### [TASK OBJECTIVE]
Your task is to transcribe the material that follows, line by line and exactly.

*** DATA PROVIDED Section Begins ***

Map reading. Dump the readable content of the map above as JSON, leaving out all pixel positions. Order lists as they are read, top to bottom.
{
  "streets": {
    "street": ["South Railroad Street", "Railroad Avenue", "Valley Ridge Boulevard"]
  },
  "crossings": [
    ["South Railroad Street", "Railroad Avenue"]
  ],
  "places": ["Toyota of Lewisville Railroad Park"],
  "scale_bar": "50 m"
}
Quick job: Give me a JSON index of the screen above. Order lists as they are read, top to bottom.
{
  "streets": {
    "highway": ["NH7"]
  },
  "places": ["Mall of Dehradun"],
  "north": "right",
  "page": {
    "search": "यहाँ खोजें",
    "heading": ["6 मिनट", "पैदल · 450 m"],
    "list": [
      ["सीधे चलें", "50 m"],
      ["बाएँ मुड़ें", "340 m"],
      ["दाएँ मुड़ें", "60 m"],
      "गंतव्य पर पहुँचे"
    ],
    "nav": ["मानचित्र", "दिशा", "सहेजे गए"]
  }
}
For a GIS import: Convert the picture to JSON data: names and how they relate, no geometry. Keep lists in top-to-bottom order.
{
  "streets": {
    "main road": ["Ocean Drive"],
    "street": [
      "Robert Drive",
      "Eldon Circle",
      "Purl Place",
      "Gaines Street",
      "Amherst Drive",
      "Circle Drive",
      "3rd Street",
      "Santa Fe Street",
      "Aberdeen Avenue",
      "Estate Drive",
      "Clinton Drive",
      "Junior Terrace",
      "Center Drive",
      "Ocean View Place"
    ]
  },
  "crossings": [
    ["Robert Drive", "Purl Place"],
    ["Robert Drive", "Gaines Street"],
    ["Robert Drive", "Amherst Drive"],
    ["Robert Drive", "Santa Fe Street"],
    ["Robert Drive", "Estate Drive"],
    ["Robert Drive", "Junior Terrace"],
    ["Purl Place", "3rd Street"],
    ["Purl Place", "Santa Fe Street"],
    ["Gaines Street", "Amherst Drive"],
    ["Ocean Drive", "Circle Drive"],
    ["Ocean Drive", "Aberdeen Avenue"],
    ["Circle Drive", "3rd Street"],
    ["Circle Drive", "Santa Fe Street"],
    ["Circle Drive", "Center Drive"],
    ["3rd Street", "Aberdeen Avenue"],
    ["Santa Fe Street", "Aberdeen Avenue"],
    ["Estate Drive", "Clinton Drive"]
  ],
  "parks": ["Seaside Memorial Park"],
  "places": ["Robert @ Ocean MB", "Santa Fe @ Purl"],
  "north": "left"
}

*** DATA PROVIDED Section Ends ***

### [TASK RESULT]
Map reading. Dump the readable content of the map above as JSON, leaving out all pixel positions. Order lists as they are read, top to bottom.
{
  "streets": {
    "street": ["South Railroad Street", "Railroad Avenue", "Valley Ridge Boulevard"]
  },
  "crossings": [
    ["South Railroad Street", "Railroad Avenue"]
  ],
  "places": ["Toyota of Lewisville Railroad Park"],
  "scale_bar": "50 m"
}
Quick job: Give me a JSON index of the screen above. Order lists as they are read, top to bottom.
{
  "streets": {
    "highway": ["NH7"]
  },
  "places": ["Mall of Dehradun"],
  "north": "right",
  "page": {
    "search": "यहाँ खोजें",
    "heading": ["6 मिनट", "पैदल · 450 m"],
    "list": [
      ["सीधे चलें", "50 m"],
      ["बाएँ मुड़ें", "340 m"],
      ["दाएँ मुड़ें", "60 m"],
      "गंतव्य पर पहुँचे"
    ],
    "nav": ["मानचित्र", "दिशा", "सहेजे गए"]
  }
}
For a GIS import: Convert the picture to JSON data: names and how they relate, no geometry. Keep lists in top-to-bottom order.
{
  "streets": {
    "main road": ["Ocean Drive"],
    "street": [
      "Robert Drive",
      "Eldon Circle",
      "Purl Place",
      "Gaines Street",
      "Amherst Drive",
      "Circle Drive",
      "3rd Street",
      "Santa Fe Street",
      "Aberdeen Avenue",
      "Estate Drive",
      "Clinton Drive",
      "Junior Terrace",
      "Center Drive",
      "Ocean View Place"
    ]
  },
  "crossings": [
    ["Robert Drive", "Purl Place"],
    ["Robert Drive", "Gaines Street"],
    ["Robert Drive", "Amherst Drive"],
    ["Robert Drive", "Santa Fe Street"],
    ["Robert Drive", "Estate Drive"],
    ["Robert Drive", "Junior Terrace"],
    ["Purl Place", "3rd Street"],
    ["Purl Place", "Santa Fe Street"],
    ["Gaines Street", "Amherst Drive"],
    ["Ocean Drive", "Circle Drive"],
    ["Ocean Drive", "Aberdeen Avenue"],
    ["Circle Drive", "3rd Street"],
    ["Circle Drive", "Santa Fe Street"],
    ["Circle Drive", "Center Drive"],
    ["3rd Street", "Aberdeen Avenue"],
    ["Santa Fe Street", "Aberdeen Avenue"],
    ["Estate Drive", "Clinton Drive"]
  ],
  "parks": ["Seaside Memorial Park"],
  "places": ["Robert @ Ocean MB", "Santa Fe @ Purl"],
  "north": "left"
}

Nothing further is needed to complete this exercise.